About The Author

Katie Salidas is a USA Today bestselling author and RONE award winner known for her unique genre-blending style.

Since 2010 she's penned five bestselling book series: the Immortalis, Olde Town Pack, Little Werewolf, Chronicles of the Uprising, and the all-new Agents of A.S.S.E.T. series. As her not-so-secret alter ego, Rozlyn Sparks, she is a USA Today bestselling author of romance with a naughty side.

In her spare time Katie also produces and hosts a YouTube talk show; Spilling Ink. She also has a regular column on First Comics News where she explores writing from a nerdy perspective.

CAPTCHA, Oh how I hate you!!

Careful now, this could be a long rant!

A CAPTCHA is a program that protects websites against bots by generating and grading tests that humans can pass but current computer programs cannot. For example, humans can read distorted text as the one shown below, but current computer programs can't:



It started as a way to prevent spam, and it does help separate man from machine.


Copied from the CAPTCHA website


CAPTCHAs have several applications for practical security, including (but not limited to):

  • Protecting Website Registration. Several companies (Yahoo!, Microsoft, etc.) offer free email services. Up until a few years ago, most of these services suffered from a specific type of attack: "bots" that would sign up for thousands of email accounts every minute. The solution to this problem was to use CAPTCHAs to ensure that only humans obtain free accounts. In general, free services should be protected with a CAPTCHA in order to prevent abuse by automated scripts.
  • Protecting Email Addresses From Scrapers. Spammers crawl the Web in search of email addresses posted in clear text. CAPTCHAs provide an effective mechanism to hide your email address from Web scrapers. The idea is to require users to solve a CAPTCHA before showing your email address. A free and secure implementation that uses CAPTCHAs to obfuscate an email address can be found at reCAPTCHA MailHide.
  • Preventing Dictionary Attacks. CAPTCHAs can also be used to prevent dictionary attacks in password systems. The idea is simple: prevent a computer from being able to iterate through the entire space of passwords by requiring it to solve a CAPTCHA after a certain number of unsuccessful logins. This is better than the classic approach of locking an account after a sequence of unsuccessful logins, since doing so allows an attacker to lock accounts at will.
  • Search Engine Bots. It is sometimes desirable to keep webpages unindexed to prevent others from finding them easily. There is an html tag to prevent search engine bots from reading web pages. The tag, however, doesn't guarantee that bots won't read a web page; it only serves to say "no bots, please." Search engine bots, since they usually belong to large companies, respect web pages that don't want to allow them in. However, in order to truly guarantee that bots won't enter a web site, CAPTCHAs are needed.

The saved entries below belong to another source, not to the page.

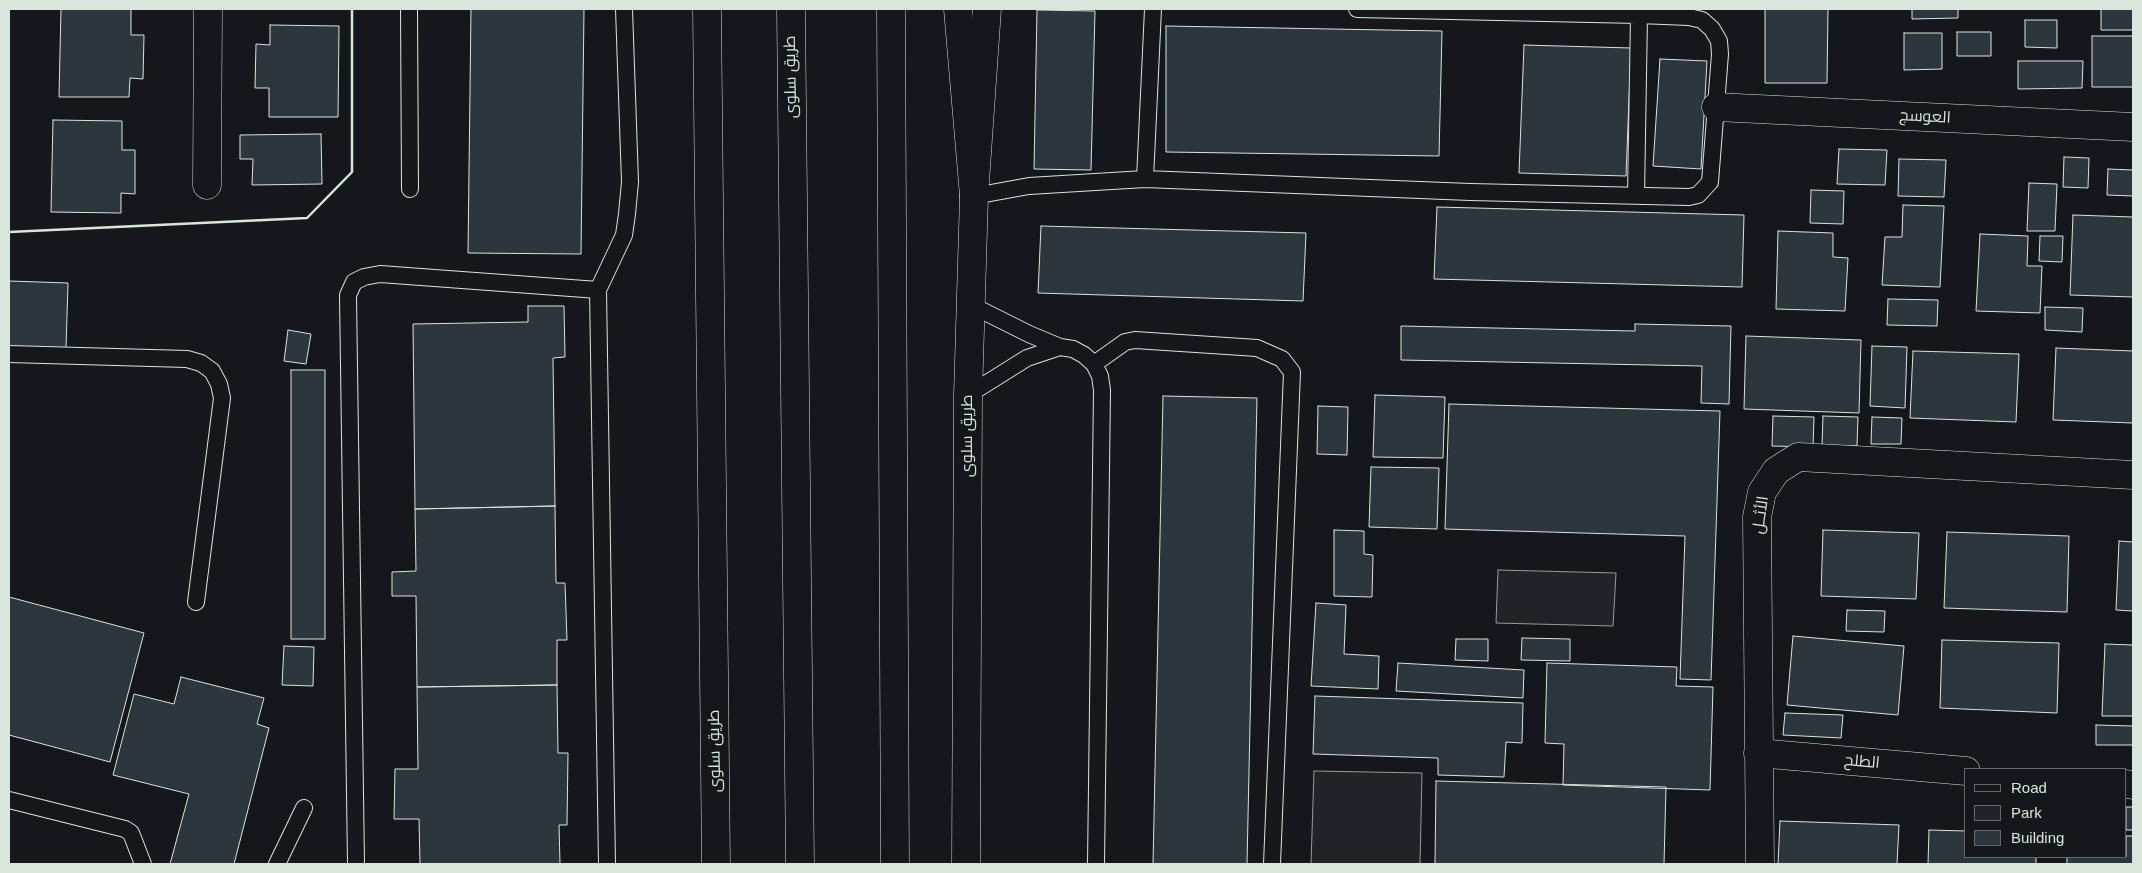 <!DOCTYPE html>
<html>
<head>
<meta charset="utf-8">
<style>
	body { margin:0 }
	#map { position:relative; width:2142px; height:873px; overflow:hidden; background:#14181c; font-family:Helvetica,sans-serif }
	canvas { display:block }
	.frame { position:absolute; inset:0; border:10px solid #d8e6dc; pointer-events:none }
	.legend { position:absolute; left:1964px; top:768px; width:162px; height:90px; box-sizing:border-box; background:#14181c; border:1px solid #626a69; margin:0; padding:6px 9px; list-style:none; font-size:15px; color:#d8e6dc }
	.legend li { display:flex; align-items:center; gap:10px; height:25px }
	.legend b { width:25px; border:1px solid #626a69 }
</style>
</head>
<body>
<div id="map">
<canvas width="2142" height="873"></canvas>
<div class="frame"></div>
<ul class="legend">
<li><b style="height:6px;background:#14181c"></b>Road</li>
<li><b style="height:14px;background:#202428"></b>Park</li>
<li><b style="height:14px;background:#2c363c"></b>Building</li>
</ul>
</div>
<script>
const context = document.querySelector('canvas').getContext('2d');
context.lineJoin = 'round';
function paint(path, color) { context.fillStyle = color; context.fill(path, 'evenodd'); }
const toPath = rows => new Path2D(rows.map(r => 'M' + r).join(''));
function stroke(path, color, width, dash) { context.strokeStyle = color; context.lineWidth = width; context.lineCap = dash ? 'butt' : 'round'; context.setLineDash(dash || []); context.stroke(path); }
function drawText(font, color, halo, rows, align = 'center') {
  context.font = font + ' Helvetica,Cairo,sans-serif'; context.lineWidth = 4; context.setLineDash([]); context.textBaseline = 'middle'; context.strokeStyle = halo; context.fillStyle = color; for (const [text, x, y, turn = 0] of rows) {
    context.save(); context.translate(x, y); context.rotate((+turn || 0) * Math.PI / 180); context.textAlign = isNaN(turn) ? turn : align; if (halo) context.strokeText(text, 0, 0); context.fillText(text, 0, 0); context.restore();
  }
}
const green = toPath([
	[1498,570,1616,573,1613,626,1496,623,1498,570],
	[1314,771,1422,773,1420,864,1311,864,1314,771]
]);
paint(green, '#202428');
stroke(green, '#939e99', 1);
const building = toPath([
	[61,9,131,9,131,35,144,35,143,79,130,78,129,97,59,97,61,9],
	[471,9,584,9,581,254,468,253,471,9],
	[1765,9,1828,9,1827,83,1765,83,1765,9],
	[1912,9,1958,9,1958,18,1912,19,1912,9],
	[2101,9,2133,9,2133,30,2101,30,2101,9],
	[1037,10,1095,11,1091,170,1034,169,1037,10],
	[2025,20,2057,20,2057,48,2025,47,2025,20],
	[270,25,339,26,338,117,269,117,269,88,255,88,256,44,270,45,270,25],
	[1166,26,1442,31,1439,156,1166,152,1166,26],
	[1957,32,1991,32,1991,56,1957,56,1957,32],
	[1904,33,1942,33,1942,69,1904,70,1904,33],
	[2092,36,2133,36,2133,87,2092,87,2092,36],
	[1524,45,1631,48,1626,176,1519,173,1524,45],
	[1660,59,1707,61,1701,169,1653,166,1660,59],
	[2018,61,2083,61,2082,88,2018,89,2018,61],
	[53,120,122,121,122,150,135,150,135,194,121,193,121,213,51,212,53,120],
	[321,134,322,184,252,185,253,159,240,159,240,135,321,134],
	[1839,149,1887,150,1885,185,1837,184,1839,149],
	[2064,157,2089,158,2088,188,2063,187,2064,157],
	[1899,159,1946,160,1944,197,1898,196,1899,159],
	[2108,169,2133,170,2133,196,2107,195,2108,169],
	[2029,183,2057,184,2055,231,2027,231,2029,183],
	[1811,190,1844,191,1843,224,1810,223,1811,190],
	[1903,205,1944,206,1940,287,1882,285,1885,237,1902,237,1903,205],
	[1437,207,1744,215,1742,287,1434,279,1437,207],
	[2073,215,2133,217,2133,297,2070,295,2073,215],
	[1041,226,1306,233,1303,301,1038,293,1041,226],
	[1778,231,1833,233,1833,257,1848,258,1845,311,1776,309,1778,231],
	[1980,234,2028,236,2027,266,2042,266,2040,313,1976,311,1980,234],
	[2040,236,2063,236,2062,262,2039,261,2040,236],
	[9,281,68,283,66,348,9,347,9,281],
	[1888,299,1938,300,1937,326,1887,325,1888,299],
	[528,306,564,306,565,357,553,358,555,506,415,509,413,324,528,322,528,306],
	[2045,307,2083,308,2082,332,2045,330,2045,307],
	[1635,324,1731,326,1729,404,1701,403,1702,366,1401,360,1401,326,1635,331,1635,324],
	[288,330,311,334,306,364,284,361,288,330],
	[1746,336,1861,340,1859,413,1744,409,1746,336],
	[1872,346,1907,347,1905,408,1870,406,1872,346],
	[2056,348,2133,351,2133,423,2053,420,2056,348],
	[1913,351,2019,354,2016,422,1910,418,1913,351],
	[291,370,325,370,325,639,291,639,291,370],
	[1375,395,1445,397,1443,458,1373,457,1375,395],
	[1163,396,1257,398,1247,864,1153,864,1163,396],
	[1449,404,1720,411,1711,680,1680,679,1685,536,1445,529,1449,404],
	[1318,406,1348,407,1347,455,1317,454,1318,406],
	[1773,416,1814,417,1813,447,1772,446,1773,416],
	[1823,416,1858,417,1857,446,1822,445,1823,416],
	[1872,417,1902,418,1901,444,1871,444,1872,417],
	[1371,467,1439,468,1437,529,1369,527,1371,467],
	[555,506,556,583,565,583,567,640,557,640,557,685,417,687,416,596,392,596,392,572,416,571,415,509,555,506],
	[1334,530,1364,531,1364,554,1373,555,1372,597,1334,596,1334,530],
	[1823,530,1919,533,1916,599,1821,596,1823,530],
	[1947,532,2069,536,2067,612,1944,608,1947,532],
	[2119,541,2133,542,2133,611,2116,610,2119,541],
	[9,597,144,633,110,762,9,735,9,597],
	[1316,603,1346,605,1344,654,1379,656,1378,689,1311,686,1316,603],
	[1847,610,1885,611,1884,632,1846,631,1847,610],
	[1793,636,1904,646,1898,715,1787,705,1793,636],
	[1522,638,1570,639,1570,661,1521,660,1522,638],
	[1456,639,1488,639,1488,661,1455,660,1456,639],
	[1942,640,2059,643,2057,713,1940,708,1942,640],
	[2105,644,2133,645,2133,716,2102,716,2105,644],
	[284,646,314,647,313,686,282,685,284,646],
	[1398,663,1524,670,1523,698,1396,691,1398,663],
	[1547,663,1677,667,1676,686,1713,687,1710,790,1563,785,1564,744,1545,743,1547,663],
	[181,677,264,698,257,724,269,728,234,864,170,864,189,794,113,775,134,694,174,704,181,677],
	[557,685,558,753,568,753,567,825,559,825,560,864,420,864,419,819,394,819,395,769,418,769,417,687,557,685],
	[1315,696,1523,703,1522,743,1506,742,1504,777,1438,775,1438,758,1313,754,1315,696],
	[1785,713,1843,715,1841,738,1783,735,1785,713],
	[2096,725,2133,726,2133,745,2096,745,2096,725],
	[1436,781,1666,787,1664,864,1435,864,1436,781],
	[2126,807,2133,807,2133,830,2126,830,2126,807],
	[1780,821,1899,825,1897,864,1778,864,1780,821],
	[1929,830,1966,831,1966,857,2036,857,2036,864,1928,864,1929,830],
	[2126,836,2133,836,2133,864,2067,864,2067,857,2126,857,2126,836]
]);
paint(building, '#2c363c');
stroke(building, '#d8e6dc', 1);
const service = toPath([
	[409,9,410,189],
	[1145,179,1153,9],
	[974,196,1029,186,1145,179,1470,192,1689,197,1698,195,1710,182,1720,54,1719,41,1712,29,1702,20,1689,17,1639,15,1357,9],
	[1636,196,1639,15],
	[971,305,1029,334,1060,347,1073,349,1084,355,1094,364,1100,376,1102,390,1096,864],
	[9,354,187,359,201,363,212,371,219,384,222,398,196,602],
	[1094,364,1125,342,1135,340,1257,348,1282,359,1292,372,1272,864],
	[968,395,1027,358,1060,347],
	[9,800,125,829,131,833,143,864],
	[277,864,304,808],
	[356,864,348,295,354,282,364,277,380,274,598,290],
	[607,864,598,290,624,235,627,214,630,182,624,9]
]);
const minor = toPath([
	[1716,107,2133,127],
	[207,185,208,9],
	[1758,753,1966,771],
	[2126,784,2133,785],
	[1760,864,1757,517,1762,492,1776,471,1798,457,2133,475]
]);
const secondary = toPath([
	[707,9,716,864],
	[966,864,968,395,974,196,987,9]
]);
const motorway = toPath([
	[791,9,800,864],
	[891,9,895,864],
	[958,9,974,196]
]);
stroke(service, '#d8e6dc', 18);
stroke(minor, '#d8e6dc', 29);
stroke(secondary, '#d8e6dc', 29);
stroke(motorway, '#d8e6dc', 29);
stroke(service, '#14181c', 16);
stroke(minor, '#14181c', 28);
stroke(secondary, '#14181c', 28);
stroke(motorway, '#14181c', 28);
stroke(toPath([
	[9,232,307,218,352,172,352,9]
]), '#d8e6dc', 2.5);
drawText('16px', '#d8e6dc', '#14181c', [
	["طريق سلوى",791,77,-91],
	["العوسج",1925,117,3],
	["طريق سلوى",968,436,-90],
	["الأثــل",1761,515,-82],
	["طريق سلوى",715,751,-91],
	["الطلح",1862,762,5]
]);
</script>
</body>
</html>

Ok, yeah I get it, CAPTCHA can be very useful. But for those of us who practically live online, having to fill out hundreds of these on a daily basis is a HUGE annoyance. Especially when they look like this.






Seriously? Can you read what that says? Does it say anything at all? How is anyone expected to pass this little "test?"

How about this one?




This CAPTCHA crap is getting out of hand. But this rant isn't just me screaming about how much I hate CAPTCHA, or the fact that I can't translate about half of the ones I come across. No, dear reader, I do have an ulterior motive for posting this. 

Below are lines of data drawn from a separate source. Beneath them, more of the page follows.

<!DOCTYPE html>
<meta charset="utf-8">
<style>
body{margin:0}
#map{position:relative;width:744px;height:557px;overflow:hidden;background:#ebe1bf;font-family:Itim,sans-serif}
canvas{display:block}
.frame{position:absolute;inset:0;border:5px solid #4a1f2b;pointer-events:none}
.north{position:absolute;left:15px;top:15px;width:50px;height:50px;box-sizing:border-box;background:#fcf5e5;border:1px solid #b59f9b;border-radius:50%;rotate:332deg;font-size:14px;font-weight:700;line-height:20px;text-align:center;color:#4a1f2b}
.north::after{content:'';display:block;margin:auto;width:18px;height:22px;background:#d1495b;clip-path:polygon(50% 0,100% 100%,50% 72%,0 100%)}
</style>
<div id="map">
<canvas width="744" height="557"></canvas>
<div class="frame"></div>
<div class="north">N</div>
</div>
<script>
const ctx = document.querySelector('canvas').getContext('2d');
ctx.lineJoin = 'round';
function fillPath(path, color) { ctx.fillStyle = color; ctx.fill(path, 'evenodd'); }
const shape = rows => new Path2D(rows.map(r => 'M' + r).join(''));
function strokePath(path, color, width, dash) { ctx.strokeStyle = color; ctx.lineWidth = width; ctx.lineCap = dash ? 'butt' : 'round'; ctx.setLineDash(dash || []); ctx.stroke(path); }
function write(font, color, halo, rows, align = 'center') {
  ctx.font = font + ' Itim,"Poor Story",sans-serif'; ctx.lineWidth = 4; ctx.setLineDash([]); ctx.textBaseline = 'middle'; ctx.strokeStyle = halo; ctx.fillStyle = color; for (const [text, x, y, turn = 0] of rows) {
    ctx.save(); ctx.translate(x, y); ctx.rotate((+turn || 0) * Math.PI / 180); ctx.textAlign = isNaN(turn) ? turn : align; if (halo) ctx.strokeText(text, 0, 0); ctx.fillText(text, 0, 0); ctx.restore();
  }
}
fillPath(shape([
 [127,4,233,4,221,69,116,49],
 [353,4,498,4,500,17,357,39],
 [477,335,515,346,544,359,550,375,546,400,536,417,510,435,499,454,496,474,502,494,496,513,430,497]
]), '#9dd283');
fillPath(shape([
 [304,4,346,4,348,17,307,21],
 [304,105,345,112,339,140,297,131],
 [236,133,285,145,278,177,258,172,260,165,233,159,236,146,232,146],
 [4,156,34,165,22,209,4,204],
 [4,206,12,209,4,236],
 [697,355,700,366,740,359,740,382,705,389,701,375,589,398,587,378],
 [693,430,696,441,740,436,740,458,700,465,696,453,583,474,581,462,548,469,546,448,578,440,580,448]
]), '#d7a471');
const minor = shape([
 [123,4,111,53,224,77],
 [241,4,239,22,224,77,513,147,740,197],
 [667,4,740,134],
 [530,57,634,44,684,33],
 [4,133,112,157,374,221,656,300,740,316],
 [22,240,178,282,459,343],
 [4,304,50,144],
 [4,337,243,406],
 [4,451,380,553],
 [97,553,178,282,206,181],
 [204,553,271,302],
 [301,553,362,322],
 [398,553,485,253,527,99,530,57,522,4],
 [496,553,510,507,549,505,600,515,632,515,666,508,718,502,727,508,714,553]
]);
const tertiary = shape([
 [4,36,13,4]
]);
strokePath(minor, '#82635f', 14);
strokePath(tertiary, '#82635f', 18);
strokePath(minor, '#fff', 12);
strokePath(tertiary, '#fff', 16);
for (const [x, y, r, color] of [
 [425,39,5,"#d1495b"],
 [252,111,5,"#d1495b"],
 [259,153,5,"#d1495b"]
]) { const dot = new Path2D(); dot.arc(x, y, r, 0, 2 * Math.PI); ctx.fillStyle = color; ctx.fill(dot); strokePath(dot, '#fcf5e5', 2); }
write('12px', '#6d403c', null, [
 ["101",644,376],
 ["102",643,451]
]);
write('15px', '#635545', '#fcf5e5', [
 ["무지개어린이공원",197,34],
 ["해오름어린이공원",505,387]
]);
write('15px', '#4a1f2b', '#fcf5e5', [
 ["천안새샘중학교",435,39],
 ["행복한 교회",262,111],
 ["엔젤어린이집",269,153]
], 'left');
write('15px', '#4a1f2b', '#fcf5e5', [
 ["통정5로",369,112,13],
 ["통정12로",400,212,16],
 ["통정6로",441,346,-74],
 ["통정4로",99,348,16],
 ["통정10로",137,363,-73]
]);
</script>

Blogger by default enables CAPTCHA on every comment. It's an annoyance and will make readers, who would normally leave a comment on your blog, turn away in frustration. 

You don't need to have this enabled and it's really easy to remove. 

I can already hear the moaning. "But what about spammers?" 

I've had CAPTCHA disabled on my blog for a while now. Do I get a ton of spammers? Not really. And thanks to Blogger's semi-new "Anti-Spam feature", they have all but disappeared from my view. 
 
If you're really that worried about it, turn on comment moderation. That way you have 100% control over what shows up under your post. 
 
For my peace of mind, I use semi-moderation. Any comment on a post older than 10 days is moderated. Oddly enough, those were the post that would get spammed. Guess spammers think we wouldn't pay attention to what's been posted in the past. But again, thanks to Blogger's Anti-Spam feature, those are now caught even before I can moderate them. Muahahahaha. <--- my evil laugh. 

So, how do you disable the CAPTCHA? 
 
Simple. Go to "Settings" on your Blogger Dashboard and click on the link for "Comments." 
Scroll down the page until you see, "Show word verification for comments?" 
Now click No!
 
Then save your settings. Simple as that. 
Now your blog will be that much more user friendly.